### What the exercise asks
Looking through the records that follow, determine how many lines contain "Princesa" and reply with that number alone.

Saved data entries
- - - - -
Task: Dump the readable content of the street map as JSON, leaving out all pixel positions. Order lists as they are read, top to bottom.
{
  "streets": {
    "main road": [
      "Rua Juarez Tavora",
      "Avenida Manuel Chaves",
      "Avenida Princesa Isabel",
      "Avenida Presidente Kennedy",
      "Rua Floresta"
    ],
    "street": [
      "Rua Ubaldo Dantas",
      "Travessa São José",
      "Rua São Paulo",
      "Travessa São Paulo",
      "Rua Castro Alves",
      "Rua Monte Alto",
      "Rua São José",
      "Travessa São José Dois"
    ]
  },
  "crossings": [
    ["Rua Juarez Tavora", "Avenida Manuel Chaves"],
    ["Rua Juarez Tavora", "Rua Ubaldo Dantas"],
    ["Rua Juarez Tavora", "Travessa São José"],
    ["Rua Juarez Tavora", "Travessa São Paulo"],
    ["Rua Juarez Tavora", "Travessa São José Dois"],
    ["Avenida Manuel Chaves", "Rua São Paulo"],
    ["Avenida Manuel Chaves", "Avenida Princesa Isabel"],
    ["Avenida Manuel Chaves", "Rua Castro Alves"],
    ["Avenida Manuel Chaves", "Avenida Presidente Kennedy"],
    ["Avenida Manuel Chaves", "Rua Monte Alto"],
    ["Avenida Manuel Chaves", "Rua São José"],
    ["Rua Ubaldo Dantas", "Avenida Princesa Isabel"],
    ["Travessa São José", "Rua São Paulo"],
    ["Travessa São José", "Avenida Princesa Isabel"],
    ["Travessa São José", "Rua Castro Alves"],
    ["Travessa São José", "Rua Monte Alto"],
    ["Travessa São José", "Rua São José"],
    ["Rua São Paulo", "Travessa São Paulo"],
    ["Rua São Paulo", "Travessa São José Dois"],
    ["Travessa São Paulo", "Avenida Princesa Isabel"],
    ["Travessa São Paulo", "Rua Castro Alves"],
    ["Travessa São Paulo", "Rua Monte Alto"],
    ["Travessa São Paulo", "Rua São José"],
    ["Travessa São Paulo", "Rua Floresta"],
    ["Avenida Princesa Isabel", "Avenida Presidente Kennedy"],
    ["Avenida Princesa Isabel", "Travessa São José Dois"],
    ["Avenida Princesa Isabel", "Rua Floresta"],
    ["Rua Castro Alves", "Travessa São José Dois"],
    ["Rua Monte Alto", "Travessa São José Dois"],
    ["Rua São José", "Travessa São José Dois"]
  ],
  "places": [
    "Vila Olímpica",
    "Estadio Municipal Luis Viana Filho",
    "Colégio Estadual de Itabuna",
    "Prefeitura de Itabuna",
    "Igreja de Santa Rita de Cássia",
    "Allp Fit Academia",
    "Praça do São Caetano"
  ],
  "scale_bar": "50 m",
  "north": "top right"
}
- - - - -
### Completed exercise
8